-- Opening Marker --
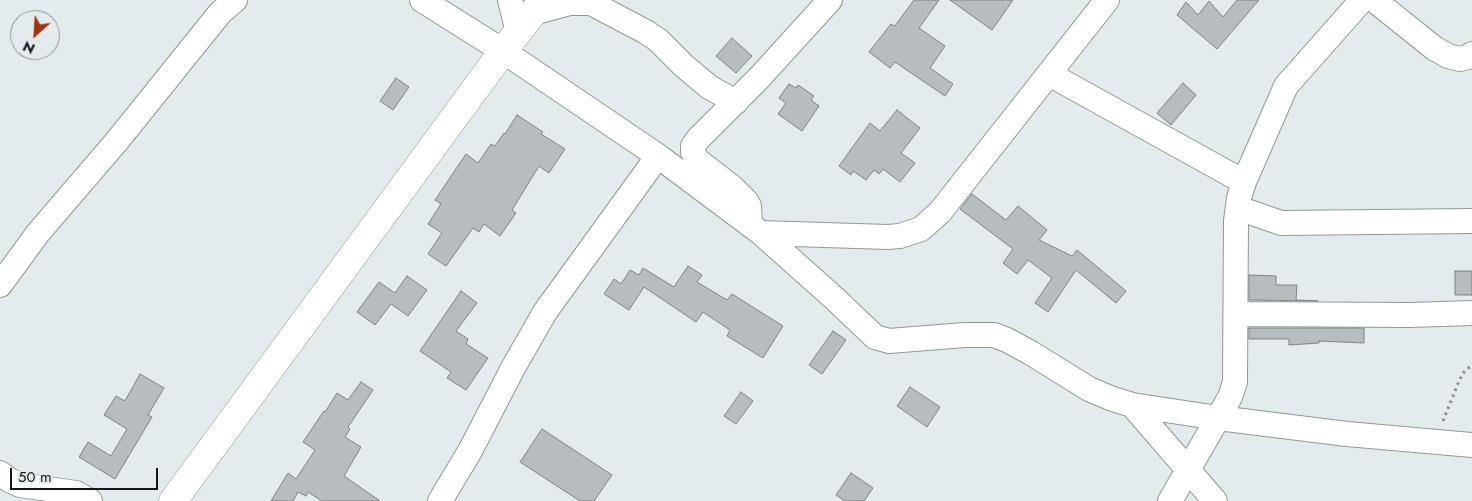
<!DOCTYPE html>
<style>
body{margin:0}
#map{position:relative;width:1472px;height:501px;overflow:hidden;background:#e4ebec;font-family:Jost,sans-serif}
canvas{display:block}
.north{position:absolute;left:10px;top:10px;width:50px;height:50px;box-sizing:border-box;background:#e4ebec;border:1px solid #909696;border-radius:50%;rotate:206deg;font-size:14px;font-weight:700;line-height:20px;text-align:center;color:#131616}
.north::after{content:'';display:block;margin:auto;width:18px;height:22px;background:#9c3514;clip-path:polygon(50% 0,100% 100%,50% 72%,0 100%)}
.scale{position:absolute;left:10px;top:468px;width:148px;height:22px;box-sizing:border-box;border:2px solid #131616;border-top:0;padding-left:6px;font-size:15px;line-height:18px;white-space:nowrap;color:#131616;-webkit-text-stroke:4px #e4ebec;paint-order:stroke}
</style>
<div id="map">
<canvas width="1472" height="501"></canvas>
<div class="north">N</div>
<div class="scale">50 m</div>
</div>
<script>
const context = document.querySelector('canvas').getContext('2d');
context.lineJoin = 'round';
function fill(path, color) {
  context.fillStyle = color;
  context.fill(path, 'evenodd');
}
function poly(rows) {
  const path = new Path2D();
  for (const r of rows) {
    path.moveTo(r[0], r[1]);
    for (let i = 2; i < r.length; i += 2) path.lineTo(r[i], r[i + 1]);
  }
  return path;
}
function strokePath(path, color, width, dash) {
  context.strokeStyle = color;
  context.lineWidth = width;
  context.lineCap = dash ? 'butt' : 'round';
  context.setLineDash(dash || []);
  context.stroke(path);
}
const building = poly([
 [914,0,939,0,919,28,945,46,930,68,953,84,945,96,895,62,890,68,869,52,891,24,895,26,914,0],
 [950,0,1013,0,992,30,950,0],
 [1237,0,1259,0,1217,49,1177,15,1186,2,1198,15,1209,1,1223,17,1237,0],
 [732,38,752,56,736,73,716,56,732,38],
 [396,78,409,87,393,110,380,101,396,78],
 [1183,83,1196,95,1171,125,1157,113,1183,83],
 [789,84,796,88,798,85,814,96,811,100,819,106,802,131,778,114,786,103,779,98,789,84],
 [897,110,920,128,901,153,915,163,900,182,883,169,879,174,874,170,866,180,853,171,851,175,839,166,870,123,880,131,897,110],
 [517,115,543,132,541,134,565,149,549,173,539,166,512,210,516,213,500,236,484,224,479,232,473,228,446,266,428,254,442,233,428,224,441,204,435,200,466,154,478,163,491,144,495,146,504,133,505,134,517,115],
 [972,194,1006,220,1018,206,1047,230,1039,240,1072,256,1077,250,1126,291,1116,303,1076,270,1048,312,1035,303,1052,278,1028,260,1017,274,1003,263,1013,249,960,209,972,194],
 [688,266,702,275,697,282,727,300,732,294,783,326,763,358,727,336,730,330,703,312,696,322,644,287,629,310,604,294,614,279,621,284,630,270,639,275,643,268,674,287,688,266],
 [1455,271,1472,271,1472,295,1455,295,1455,271],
 [1249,275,1276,276,1276,285,1297,285,1296,300,1318,301,1249,300,1249,275],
 [407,276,427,290,408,316,391,304,375,325,357,312,379,282,395,293,407,276],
 [461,291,477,303,456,331,468,339,466,344,488,358,466,390,447,378,451,372,420,351,461,291],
 [1249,328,1364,328,1364,343,1319,341,1319,343,1289,345,1289,339,1249,339,1249,328],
 [833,331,846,340,822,374,809,365,833,331],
 [140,374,164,388,148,415,152,417,115,479,79,457,88,442,111,456,127,429,104,415,116,396,125,401,140,374],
 [361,382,373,390,348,427,350,429,345,437,361,447,344,476,380,501,322,501,308,492,306,496,298,492,293,501,271,501,288,473,296,479,315,450,303,442,324,411,325,412,337,393,348,400,361,382],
 [910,387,940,407,927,427,897,406,910,387],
 [741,392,753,401,736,424,724,416,741,392],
 [542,429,612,475,594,501,580,501,520,462,542,429],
 [851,473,873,488,864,501,845,501,836,495,851,473]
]);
fill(building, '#b7bdbe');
strokePath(building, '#7d8384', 1);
const minor = poly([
 [422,0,503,51,658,156,761,233,834,298,875,337,889,341,965,335,994,335,1007,340,1031,353,1089,389,1110,398,1132,405,1218,418,1347,434,1472,445],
 [510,0,518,32],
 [1374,0,1434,48,1448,56,1460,59,1468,57,1472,54],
 [533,13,570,3,591,3,646,32,658,40,683,65,709,87,736,102],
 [1049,74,1244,182],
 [1238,208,1281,223,1472,221],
 [750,225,749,206,746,201,732,187,697,160,693,152,693,146,698,139,759,78,830,0],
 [761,233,888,237,900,236,921,229,940,212,1107,0],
 [0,285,38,233,117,141,220,13,235,0],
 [1236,314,1410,315,1472,313],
 [1132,405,1215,501],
 [0,473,9,480,20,485,76,493,90,501],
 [440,501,470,451,513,368,545,312,658,156],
 [1170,501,1218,418,1230,397,1235,382,1236,221,1239,198,1244,182,1286,86,1362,0]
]);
const tertiary = poly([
 [173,501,503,51,543,0]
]);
strokePath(minor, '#929899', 26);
strokePath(tertiary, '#929899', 29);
strokePath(poly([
 [1443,421,1459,381,1464,372,1472,365]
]), '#888d8d', 3, [2.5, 4]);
strokePath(minor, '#fff', 24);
strokePath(tertiary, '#fff', 28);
</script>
-- Closing Marker --
Task brief: Show every line of the records above that contains the word "rows".

Task output:
function poly(rows) {
  for (const r of rows) {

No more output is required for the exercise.